TASK REQUIREMENTS :: The entries below hold a line with "strokePath(primaryBridge, '#978d77', 23, []);" and a line with "write('11px', '#5b616d', '#fdfbf6', worshipNames, 'left');". Return those lines and all that lie between them, exactly and only.

RECORDED DATA ::
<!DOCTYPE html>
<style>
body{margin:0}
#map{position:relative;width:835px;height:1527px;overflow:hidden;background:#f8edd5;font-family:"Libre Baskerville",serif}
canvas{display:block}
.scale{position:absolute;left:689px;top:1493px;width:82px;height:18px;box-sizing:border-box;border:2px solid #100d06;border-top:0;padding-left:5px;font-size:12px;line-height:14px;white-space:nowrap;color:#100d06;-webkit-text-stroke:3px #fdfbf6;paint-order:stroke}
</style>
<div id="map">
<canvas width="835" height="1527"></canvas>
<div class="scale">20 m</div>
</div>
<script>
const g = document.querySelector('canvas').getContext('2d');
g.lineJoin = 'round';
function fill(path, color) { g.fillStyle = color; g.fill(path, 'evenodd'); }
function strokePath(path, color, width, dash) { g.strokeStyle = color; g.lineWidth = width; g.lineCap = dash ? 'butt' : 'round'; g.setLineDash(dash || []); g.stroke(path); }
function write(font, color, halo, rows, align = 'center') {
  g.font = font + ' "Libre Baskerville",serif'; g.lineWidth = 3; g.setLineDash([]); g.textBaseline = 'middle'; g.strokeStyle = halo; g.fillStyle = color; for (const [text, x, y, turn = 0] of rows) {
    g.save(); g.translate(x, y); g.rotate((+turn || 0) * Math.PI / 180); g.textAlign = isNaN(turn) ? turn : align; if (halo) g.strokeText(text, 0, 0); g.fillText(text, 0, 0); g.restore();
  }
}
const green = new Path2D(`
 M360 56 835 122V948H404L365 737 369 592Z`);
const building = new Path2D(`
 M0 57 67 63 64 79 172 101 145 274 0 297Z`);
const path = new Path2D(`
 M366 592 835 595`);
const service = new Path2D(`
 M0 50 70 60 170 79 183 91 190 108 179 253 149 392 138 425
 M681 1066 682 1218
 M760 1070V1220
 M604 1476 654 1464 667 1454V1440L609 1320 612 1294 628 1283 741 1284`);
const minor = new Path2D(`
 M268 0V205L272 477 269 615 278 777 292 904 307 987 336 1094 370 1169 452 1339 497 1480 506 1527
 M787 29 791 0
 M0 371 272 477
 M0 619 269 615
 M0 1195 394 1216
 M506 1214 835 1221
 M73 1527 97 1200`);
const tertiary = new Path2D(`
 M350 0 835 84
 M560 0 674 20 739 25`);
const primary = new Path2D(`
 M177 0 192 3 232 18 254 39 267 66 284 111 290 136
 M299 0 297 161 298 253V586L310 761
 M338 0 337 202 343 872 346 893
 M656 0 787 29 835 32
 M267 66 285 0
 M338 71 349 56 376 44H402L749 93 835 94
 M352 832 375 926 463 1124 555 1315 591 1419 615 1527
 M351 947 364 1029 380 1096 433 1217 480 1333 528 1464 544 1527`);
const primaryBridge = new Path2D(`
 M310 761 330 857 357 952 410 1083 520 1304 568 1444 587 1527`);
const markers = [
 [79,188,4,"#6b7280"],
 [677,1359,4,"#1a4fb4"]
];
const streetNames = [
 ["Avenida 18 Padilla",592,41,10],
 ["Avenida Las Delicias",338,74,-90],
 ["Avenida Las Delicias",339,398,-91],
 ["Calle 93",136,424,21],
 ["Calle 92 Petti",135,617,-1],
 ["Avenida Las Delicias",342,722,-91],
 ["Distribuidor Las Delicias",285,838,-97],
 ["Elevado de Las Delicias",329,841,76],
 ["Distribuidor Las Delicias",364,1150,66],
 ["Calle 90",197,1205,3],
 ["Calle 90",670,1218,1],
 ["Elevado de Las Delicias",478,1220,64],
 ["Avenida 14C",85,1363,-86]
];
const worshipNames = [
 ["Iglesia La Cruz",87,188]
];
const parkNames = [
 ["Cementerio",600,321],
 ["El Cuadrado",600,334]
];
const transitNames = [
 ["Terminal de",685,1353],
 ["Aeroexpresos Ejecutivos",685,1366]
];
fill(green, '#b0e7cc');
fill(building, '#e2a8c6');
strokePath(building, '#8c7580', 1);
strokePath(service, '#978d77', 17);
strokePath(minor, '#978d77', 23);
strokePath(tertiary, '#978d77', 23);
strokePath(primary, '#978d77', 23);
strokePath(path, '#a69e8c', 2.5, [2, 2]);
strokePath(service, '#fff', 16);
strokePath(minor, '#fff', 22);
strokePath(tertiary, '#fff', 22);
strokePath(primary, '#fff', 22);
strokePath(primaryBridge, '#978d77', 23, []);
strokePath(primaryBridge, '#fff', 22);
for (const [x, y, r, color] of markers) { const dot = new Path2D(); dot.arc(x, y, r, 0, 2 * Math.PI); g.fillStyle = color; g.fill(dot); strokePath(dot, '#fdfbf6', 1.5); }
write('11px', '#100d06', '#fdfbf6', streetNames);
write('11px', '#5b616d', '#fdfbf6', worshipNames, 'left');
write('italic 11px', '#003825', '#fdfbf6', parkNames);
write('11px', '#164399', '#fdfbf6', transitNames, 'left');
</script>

THE ANSWER ::
strokePath(primaryBridge, '#978d77', 23, []);
strokePath(primaryBridge, '#fff', 22);
for (const [x, y, r, color] of markers) { const dot = new Path2D(); dot.arc(x, y, r, 0, 2 * Math.PI); g.fillStyle = color; g.fill(dot); strokePath(dot, '#fdfbf6', 1.5); }
write('11px', '#100d06', '#fdfbf6', streetNames);
write('11px', '#5b616d', '#fdfbf6', worshipNames, 'left');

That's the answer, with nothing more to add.